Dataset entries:
==========
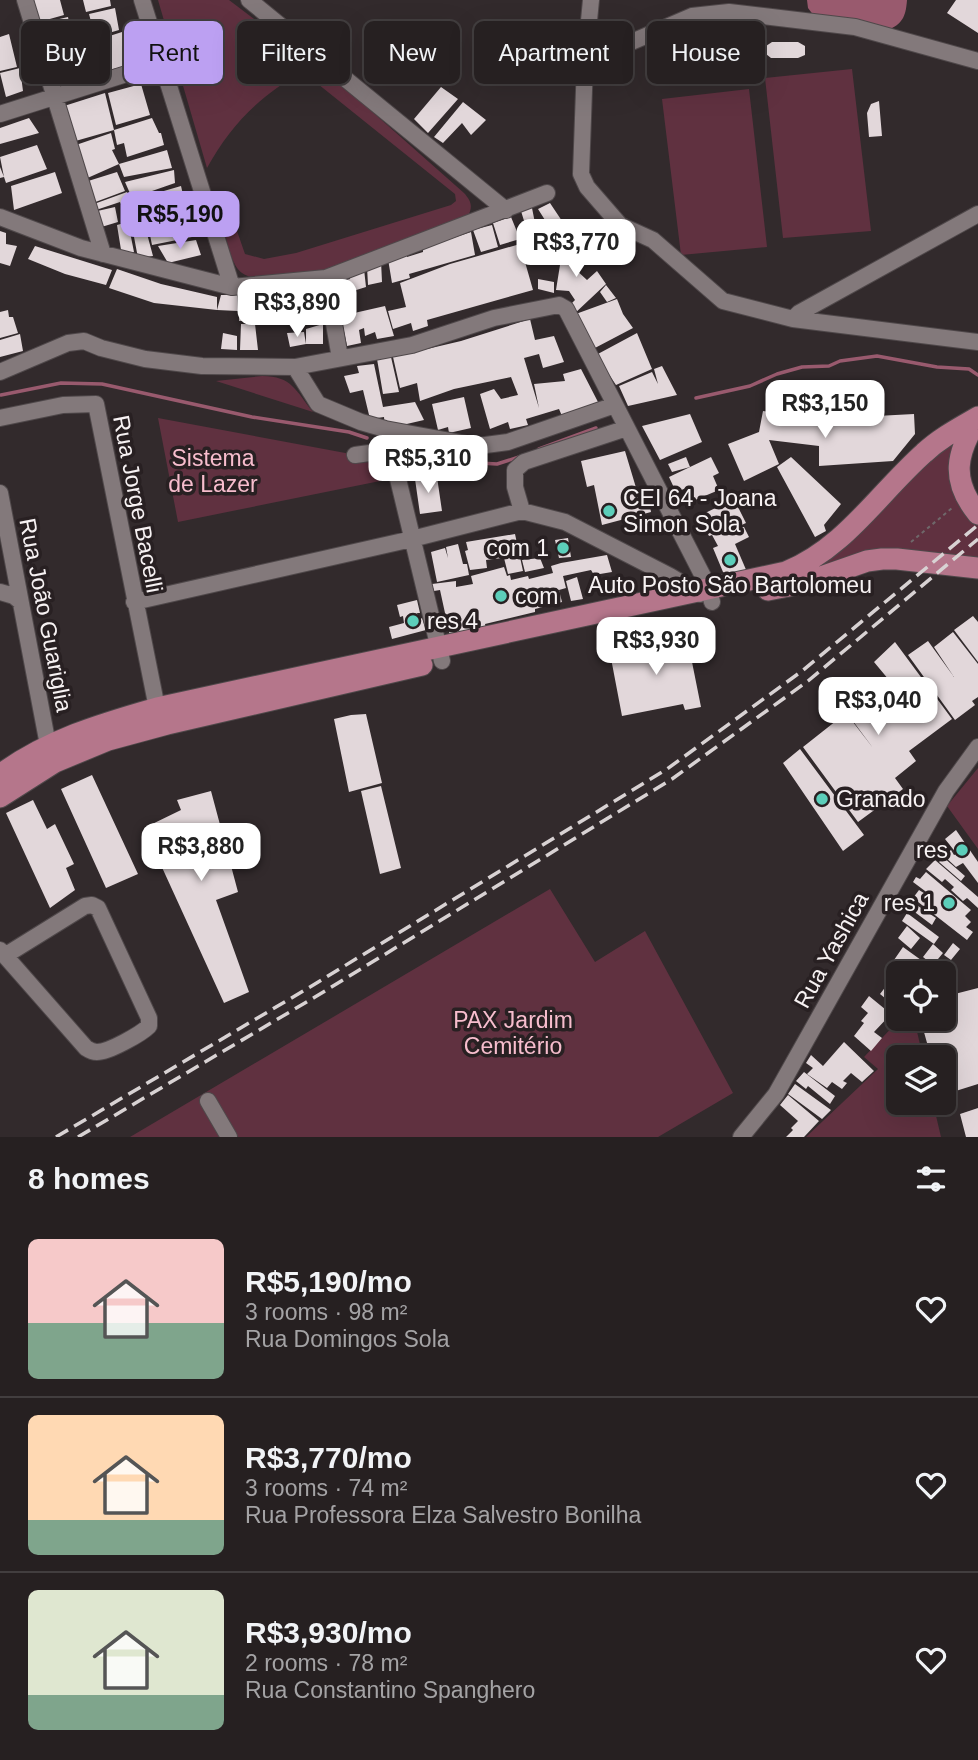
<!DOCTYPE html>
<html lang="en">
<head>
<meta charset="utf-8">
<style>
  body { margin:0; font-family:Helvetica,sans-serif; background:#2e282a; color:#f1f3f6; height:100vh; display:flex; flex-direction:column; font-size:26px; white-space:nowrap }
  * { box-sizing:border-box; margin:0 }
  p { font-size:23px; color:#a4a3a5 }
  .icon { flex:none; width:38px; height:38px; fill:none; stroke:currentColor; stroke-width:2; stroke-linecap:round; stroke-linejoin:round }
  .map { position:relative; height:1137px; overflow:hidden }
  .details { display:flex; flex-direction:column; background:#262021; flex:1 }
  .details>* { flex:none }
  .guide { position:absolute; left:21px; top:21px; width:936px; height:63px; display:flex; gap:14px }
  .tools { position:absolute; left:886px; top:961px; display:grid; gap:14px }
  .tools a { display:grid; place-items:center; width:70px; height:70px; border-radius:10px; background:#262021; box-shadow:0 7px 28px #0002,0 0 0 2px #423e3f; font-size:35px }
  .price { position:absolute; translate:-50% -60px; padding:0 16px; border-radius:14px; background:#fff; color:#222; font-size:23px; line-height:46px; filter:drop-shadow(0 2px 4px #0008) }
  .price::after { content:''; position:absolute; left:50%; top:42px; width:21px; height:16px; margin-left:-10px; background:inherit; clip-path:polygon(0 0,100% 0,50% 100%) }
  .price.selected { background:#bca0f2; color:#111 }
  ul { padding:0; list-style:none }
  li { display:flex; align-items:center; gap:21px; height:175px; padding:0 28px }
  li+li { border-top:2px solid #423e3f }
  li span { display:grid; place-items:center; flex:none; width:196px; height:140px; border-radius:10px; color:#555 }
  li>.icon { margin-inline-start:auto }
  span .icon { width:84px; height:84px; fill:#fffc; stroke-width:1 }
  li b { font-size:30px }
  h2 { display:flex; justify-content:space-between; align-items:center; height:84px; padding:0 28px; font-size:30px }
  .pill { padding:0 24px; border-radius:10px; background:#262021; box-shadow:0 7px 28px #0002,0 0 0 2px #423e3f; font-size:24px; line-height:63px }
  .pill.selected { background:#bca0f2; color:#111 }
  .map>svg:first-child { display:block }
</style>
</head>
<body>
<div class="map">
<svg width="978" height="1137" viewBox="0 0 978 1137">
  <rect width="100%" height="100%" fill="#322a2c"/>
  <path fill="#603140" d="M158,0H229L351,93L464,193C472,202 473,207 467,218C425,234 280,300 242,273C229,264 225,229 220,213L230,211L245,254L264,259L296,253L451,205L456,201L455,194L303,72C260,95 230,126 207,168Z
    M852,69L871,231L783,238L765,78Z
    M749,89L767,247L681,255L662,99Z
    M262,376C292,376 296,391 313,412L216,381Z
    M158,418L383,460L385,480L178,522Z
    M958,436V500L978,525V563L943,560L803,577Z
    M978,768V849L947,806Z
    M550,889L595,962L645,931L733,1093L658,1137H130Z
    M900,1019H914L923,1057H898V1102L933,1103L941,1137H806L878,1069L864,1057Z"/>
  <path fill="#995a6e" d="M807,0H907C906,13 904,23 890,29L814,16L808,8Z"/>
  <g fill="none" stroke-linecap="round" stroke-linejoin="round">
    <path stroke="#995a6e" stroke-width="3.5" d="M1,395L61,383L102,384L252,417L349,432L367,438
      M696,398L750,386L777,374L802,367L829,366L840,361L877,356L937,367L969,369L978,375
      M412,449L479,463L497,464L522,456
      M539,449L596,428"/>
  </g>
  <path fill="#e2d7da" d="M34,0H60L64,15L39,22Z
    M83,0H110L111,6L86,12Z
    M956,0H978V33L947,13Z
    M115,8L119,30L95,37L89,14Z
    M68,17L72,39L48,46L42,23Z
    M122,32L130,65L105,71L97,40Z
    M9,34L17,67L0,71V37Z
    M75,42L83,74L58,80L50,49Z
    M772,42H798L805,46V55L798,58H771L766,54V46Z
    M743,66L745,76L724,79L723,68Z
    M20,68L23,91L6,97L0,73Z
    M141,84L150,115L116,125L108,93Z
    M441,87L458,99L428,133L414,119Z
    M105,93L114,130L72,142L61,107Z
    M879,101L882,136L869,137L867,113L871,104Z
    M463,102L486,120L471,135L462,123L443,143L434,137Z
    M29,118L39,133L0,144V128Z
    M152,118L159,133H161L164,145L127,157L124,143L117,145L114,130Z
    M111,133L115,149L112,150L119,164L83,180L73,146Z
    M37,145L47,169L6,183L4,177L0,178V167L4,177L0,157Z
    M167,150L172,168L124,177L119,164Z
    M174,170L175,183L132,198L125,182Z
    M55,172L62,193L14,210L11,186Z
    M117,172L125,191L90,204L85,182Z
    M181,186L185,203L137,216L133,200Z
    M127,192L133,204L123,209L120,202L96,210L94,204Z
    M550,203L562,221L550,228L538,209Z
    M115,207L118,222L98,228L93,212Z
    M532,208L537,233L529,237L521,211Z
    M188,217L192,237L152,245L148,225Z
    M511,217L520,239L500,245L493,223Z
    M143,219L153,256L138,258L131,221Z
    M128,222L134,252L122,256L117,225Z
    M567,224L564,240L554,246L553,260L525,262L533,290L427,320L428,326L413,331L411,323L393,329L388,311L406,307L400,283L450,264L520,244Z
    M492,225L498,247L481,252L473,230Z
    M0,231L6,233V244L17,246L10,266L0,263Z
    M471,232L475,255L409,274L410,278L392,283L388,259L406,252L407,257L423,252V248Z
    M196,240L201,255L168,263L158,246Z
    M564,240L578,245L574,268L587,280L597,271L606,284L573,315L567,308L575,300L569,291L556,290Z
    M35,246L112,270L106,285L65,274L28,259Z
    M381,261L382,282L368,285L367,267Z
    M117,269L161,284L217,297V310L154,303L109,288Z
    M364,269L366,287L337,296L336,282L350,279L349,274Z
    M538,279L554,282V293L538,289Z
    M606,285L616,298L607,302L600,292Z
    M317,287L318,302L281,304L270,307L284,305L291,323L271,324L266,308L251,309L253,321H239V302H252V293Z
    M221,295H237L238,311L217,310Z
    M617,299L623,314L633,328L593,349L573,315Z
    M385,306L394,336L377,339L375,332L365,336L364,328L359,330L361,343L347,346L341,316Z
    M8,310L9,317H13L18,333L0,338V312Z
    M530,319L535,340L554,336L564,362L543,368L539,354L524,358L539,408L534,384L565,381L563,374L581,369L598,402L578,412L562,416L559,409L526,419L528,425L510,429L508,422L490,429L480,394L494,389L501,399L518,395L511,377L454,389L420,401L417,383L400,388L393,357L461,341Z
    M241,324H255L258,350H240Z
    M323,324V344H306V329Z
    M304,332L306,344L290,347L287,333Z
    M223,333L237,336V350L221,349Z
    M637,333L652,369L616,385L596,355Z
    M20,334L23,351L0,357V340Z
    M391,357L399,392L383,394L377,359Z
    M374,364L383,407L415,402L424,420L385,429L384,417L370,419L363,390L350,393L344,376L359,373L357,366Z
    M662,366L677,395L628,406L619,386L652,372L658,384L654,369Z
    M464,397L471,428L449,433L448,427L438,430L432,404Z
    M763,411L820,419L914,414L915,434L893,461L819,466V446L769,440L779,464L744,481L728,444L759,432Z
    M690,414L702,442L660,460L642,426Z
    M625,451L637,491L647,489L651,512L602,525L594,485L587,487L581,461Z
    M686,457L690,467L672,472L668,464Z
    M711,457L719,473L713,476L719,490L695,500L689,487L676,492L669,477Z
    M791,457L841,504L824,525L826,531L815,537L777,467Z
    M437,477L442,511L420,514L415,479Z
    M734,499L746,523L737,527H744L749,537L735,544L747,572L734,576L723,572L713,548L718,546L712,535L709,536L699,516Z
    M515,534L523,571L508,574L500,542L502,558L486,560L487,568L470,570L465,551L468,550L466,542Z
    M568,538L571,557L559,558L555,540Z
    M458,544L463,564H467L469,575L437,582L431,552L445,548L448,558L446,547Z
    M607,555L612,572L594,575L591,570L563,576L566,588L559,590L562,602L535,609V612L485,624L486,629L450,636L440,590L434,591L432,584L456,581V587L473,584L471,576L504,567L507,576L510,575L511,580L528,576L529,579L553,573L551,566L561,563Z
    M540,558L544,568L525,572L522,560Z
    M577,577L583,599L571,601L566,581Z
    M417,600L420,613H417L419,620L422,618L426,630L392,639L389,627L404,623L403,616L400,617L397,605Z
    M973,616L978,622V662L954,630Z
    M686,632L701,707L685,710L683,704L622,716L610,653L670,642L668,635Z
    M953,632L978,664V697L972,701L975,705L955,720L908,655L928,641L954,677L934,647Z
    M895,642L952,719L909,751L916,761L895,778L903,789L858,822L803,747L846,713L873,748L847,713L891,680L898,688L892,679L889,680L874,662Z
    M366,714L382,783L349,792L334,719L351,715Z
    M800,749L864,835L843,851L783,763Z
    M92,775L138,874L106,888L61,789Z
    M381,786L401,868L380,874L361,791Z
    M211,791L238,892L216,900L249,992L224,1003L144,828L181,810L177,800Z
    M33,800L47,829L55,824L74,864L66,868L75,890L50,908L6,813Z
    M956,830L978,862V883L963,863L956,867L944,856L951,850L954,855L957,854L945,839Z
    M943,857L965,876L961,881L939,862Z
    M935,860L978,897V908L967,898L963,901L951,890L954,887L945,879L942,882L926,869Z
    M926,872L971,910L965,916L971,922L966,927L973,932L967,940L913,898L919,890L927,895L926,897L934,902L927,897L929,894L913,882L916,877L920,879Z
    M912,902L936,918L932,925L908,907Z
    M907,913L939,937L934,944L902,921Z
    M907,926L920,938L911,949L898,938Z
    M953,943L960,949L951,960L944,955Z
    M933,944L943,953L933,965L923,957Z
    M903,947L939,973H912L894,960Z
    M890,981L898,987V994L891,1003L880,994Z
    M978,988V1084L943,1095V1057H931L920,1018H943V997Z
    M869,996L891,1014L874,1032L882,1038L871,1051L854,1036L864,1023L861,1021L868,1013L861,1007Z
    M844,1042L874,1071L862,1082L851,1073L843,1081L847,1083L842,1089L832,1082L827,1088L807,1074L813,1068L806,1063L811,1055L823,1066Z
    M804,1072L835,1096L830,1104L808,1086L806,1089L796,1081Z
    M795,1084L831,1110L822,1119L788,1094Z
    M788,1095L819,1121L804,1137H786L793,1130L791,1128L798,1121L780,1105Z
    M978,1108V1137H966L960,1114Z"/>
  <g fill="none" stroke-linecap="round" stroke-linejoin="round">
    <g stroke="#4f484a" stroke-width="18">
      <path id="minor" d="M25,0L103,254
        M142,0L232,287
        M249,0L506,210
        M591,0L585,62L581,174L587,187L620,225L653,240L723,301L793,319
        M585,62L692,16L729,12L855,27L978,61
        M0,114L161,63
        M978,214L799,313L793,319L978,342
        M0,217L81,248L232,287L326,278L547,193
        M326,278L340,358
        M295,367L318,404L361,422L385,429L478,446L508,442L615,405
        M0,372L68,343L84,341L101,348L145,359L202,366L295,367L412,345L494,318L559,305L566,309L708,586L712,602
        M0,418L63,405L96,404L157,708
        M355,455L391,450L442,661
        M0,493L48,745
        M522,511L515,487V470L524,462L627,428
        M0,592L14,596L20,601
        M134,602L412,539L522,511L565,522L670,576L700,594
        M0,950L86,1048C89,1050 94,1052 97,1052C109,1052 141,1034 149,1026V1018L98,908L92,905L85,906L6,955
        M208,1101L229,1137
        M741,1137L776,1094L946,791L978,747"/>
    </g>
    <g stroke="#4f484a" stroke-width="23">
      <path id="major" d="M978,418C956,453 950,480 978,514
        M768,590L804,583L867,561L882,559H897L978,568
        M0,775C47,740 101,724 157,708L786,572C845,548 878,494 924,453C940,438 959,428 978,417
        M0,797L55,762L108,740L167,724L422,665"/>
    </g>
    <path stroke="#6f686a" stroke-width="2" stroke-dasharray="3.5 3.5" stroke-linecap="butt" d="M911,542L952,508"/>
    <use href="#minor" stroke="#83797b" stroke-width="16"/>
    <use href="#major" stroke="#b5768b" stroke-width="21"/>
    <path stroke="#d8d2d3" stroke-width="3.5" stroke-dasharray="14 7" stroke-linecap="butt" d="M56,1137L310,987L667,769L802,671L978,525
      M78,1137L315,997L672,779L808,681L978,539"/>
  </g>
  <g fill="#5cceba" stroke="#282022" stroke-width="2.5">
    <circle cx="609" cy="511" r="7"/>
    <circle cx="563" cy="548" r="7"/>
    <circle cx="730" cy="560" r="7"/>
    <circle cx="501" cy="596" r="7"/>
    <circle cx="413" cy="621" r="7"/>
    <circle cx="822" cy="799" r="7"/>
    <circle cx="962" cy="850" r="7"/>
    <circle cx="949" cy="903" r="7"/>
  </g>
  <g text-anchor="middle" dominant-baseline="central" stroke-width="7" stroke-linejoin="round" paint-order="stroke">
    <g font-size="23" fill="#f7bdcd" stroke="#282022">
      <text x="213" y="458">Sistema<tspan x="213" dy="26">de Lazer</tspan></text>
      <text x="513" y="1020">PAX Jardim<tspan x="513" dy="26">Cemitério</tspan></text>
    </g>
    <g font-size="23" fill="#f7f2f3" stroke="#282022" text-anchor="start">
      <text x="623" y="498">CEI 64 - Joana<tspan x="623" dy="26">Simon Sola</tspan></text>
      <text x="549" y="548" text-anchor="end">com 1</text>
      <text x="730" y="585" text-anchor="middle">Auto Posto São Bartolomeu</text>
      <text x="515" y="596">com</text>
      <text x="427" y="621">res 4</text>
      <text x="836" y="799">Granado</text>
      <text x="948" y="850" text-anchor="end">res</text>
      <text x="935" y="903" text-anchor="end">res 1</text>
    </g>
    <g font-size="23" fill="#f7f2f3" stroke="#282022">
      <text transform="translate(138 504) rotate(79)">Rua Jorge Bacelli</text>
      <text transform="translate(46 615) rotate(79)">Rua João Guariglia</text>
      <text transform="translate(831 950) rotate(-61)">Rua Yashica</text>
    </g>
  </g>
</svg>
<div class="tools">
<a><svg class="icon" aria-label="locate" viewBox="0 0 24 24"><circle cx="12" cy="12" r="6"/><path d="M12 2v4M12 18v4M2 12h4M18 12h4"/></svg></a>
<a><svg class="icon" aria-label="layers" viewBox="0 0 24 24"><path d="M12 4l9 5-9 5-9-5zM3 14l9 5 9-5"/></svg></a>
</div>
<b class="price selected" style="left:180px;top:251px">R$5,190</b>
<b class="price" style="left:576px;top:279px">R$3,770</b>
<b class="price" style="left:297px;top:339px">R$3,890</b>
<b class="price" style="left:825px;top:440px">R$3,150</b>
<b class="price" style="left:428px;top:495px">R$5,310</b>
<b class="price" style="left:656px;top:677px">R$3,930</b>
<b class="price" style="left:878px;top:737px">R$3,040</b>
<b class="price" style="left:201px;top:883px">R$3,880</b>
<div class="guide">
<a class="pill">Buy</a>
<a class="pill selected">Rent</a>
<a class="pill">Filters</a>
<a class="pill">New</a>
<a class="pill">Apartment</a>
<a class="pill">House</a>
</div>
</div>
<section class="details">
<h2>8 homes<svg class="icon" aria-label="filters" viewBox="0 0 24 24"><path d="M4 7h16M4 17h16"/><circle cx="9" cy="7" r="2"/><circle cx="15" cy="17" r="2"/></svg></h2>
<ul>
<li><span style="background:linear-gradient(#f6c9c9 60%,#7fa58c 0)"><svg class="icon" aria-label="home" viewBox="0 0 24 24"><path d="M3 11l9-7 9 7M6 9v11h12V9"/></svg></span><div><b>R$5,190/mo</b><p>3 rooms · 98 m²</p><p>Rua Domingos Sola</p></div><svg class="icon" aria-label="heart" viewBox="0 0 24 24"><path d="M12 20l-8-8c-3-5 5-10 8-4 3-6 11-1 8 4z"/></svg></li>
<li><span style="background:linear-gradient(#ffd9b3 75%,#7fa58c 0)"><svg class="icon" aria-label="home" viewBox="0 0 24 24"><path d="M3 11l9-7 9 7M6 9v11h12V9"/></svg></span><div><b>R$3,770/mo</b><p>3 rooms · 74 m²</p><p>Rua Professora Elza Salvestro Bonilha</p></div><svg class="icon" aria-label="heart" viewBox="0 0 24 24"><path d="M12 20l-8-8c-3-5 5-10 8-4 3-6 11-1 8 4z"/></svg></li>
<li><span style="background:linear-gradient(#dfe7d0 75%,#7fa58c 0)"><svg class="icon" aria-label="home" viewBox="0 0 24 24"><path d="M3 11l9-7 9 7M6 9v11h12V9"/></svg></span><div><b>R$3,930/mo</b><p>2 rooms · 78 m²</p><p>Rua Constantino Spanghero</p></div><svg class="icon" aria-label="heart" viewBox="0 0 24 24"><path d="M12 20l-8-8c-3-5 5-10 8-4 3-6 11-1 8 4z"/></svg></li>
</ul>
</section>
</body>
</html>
==========
Of all the entries above, repeat only the lines from the line that has "M158,418L383,460L385,480L178,522Z" to the line that has "M83,0H110L111,6L86,12Z", both lines included, exactly.

- OUTPUT
    M158,418L383,460L385,480L178,522Z
    M958,436V500L978,525V563L943,560L803,577Z
    M978,768V849L947,806Z
    M550,889L595,962L645,931L733,1093L658,1137H130Z
    M900,1019H914L923,1057H898V1102L933,1103L941,1137H806L878,1069L864,1057Z"/>
  <path fill="#995a6e" d="M807,0H907C906,13 904,23 890,29L814,16L808,8Z"/>
  <g fill="none" stroke-linecap="round" stroke-linejoin="round">
    <path stroke="#995a6e" stroke-width="3.5" d="M1,395L61,383L102,384L252,417L349,432L367,438
      M696,398L750,386L777,374L802,367L829,366L840,361L877,356L937,367L969,369L978,375
      M412,449L479,463L497,464L522,456
      M539,449L596,428"/>
  </g>
  <path fill="#e2d7da" d="M34,0H60L64,15L39,22Z
    M83,0H110L111,6L86,12Z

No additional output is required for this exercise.